The wine had calmed me. A sepia photo on the wall beside us of a married couple standing outside a logging hut triggered a thought.
‘So you’ve only been separated for a few months,’ I said.
He pulled back and took a thinking sip of his Guinness. ‘What about you?’
‘Nick and I never married.’
‘Why not?’
‘He never asked.’
‘I met him when I dropped off the calf.’
I squeezed lemon across the pink fish.
‘He said you both always wanted a place like Charlie’s.’
‘Did he?’
‘He did.’
I felt accused.
He lifted the pastry lid off his pie, steam rose.
‘He was just visiting, picking up a few things. He lives in Jordan.’
We ate while I talked about Nick, his work and long absences. It was a kind of reassurance to Shane that there was no need to be threatened, in case he was – and besides, it was easier telling unflattering stories about Nick than talking about myself.
‘So why did you separate?’ I asked.
He wiped his mouth with the yellow serviette.
‘Jess didn’t like being on the farm and hated it even more when I was away. And I didn’t want to live anywhere else or stop consulting. The end of all that was I had to sell half the farm.’
‘I guess she was entitled to it.’
‘That’s what the judge said.’ He raised his pint. ‘To Jess.’

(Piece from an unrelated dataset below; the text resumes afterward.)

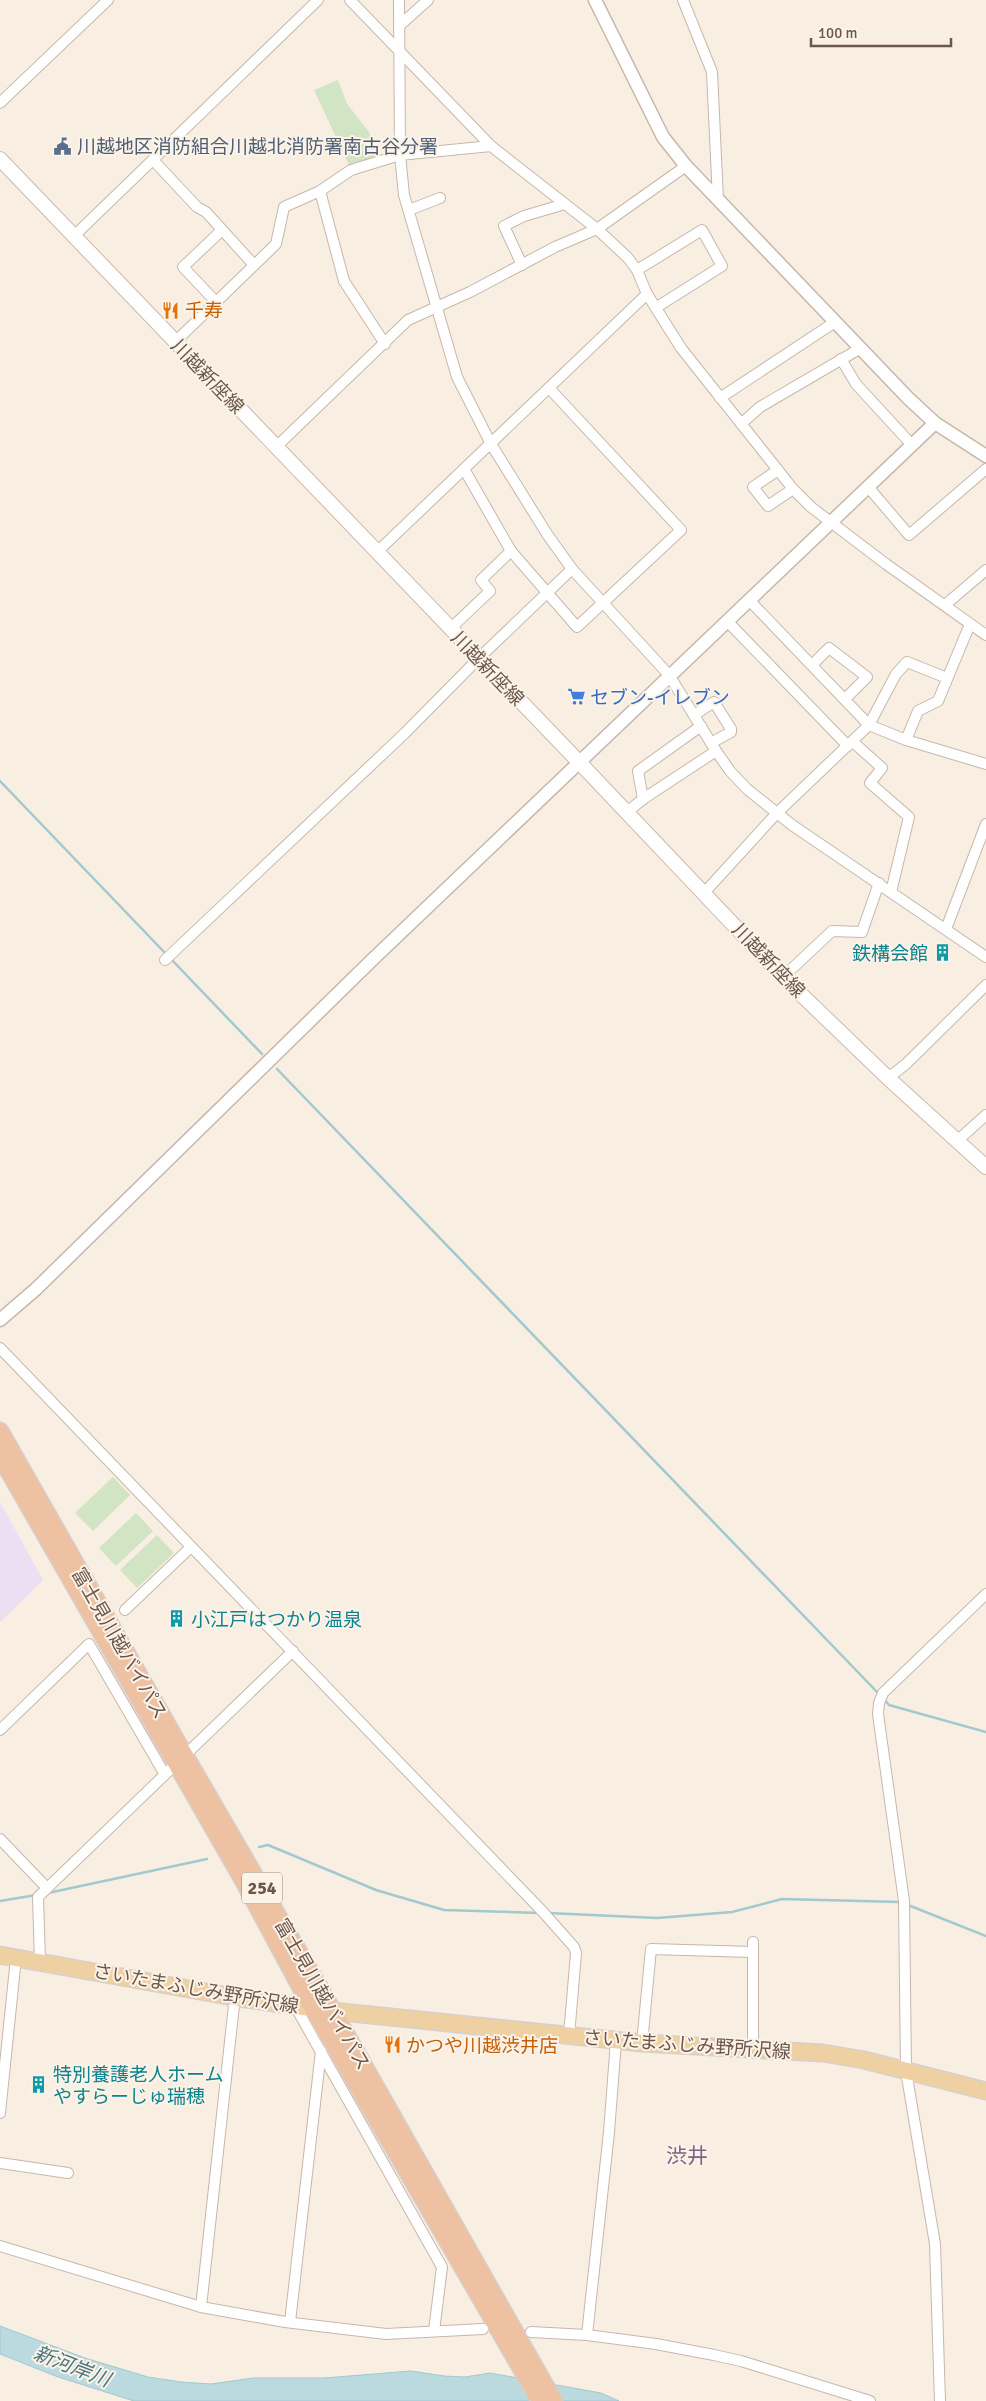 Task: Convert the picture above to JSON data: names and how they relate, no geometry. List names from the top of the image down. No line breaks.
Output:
{"streets":{"highway":["富士見川越バイパス","254"],"main road":["川越新座線","さいたまふじみ野所沢線"]},"crossings":[["富士見川越バイパス","さいたまふじみ野所沢線"]],"districts":["渋井"],"water":["新河岸川"],"places":{"public building":["川越地区消防組合川越北消防署南古谷分署"],"restaurant":["千寿","かつや川越渋井店"],"supermarket":["セブン-イレブン"],"building":["鉄構会館","小江戸はつかり温泉","特別養護老人ホーム やすらーじゅ瑞穂"]},"scale_bar":"100 m"}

I swallowed the last of my wine.
‘If we’re going to the movie,’ he said, ‘we need to leave now. Or we can stay here. Up to you.’
‘I’m easy.’
‘You want another drink?’
I pushed my glass forward.
And so it went. Talking about how he crossed Angus with Charolais and the farm cycle of joining, calving and weaning. And the testing program he was working on measuring methane emissions in cattle.
Anyone watching would have thought we were a couple, but in that small space, with the rosebud between us, it was intense, no laughing, and by the time we were spooning the froth off our lattes, we were sharing secrets. He had met a Canadian girl on the Malabar Coast in India when he was twenty.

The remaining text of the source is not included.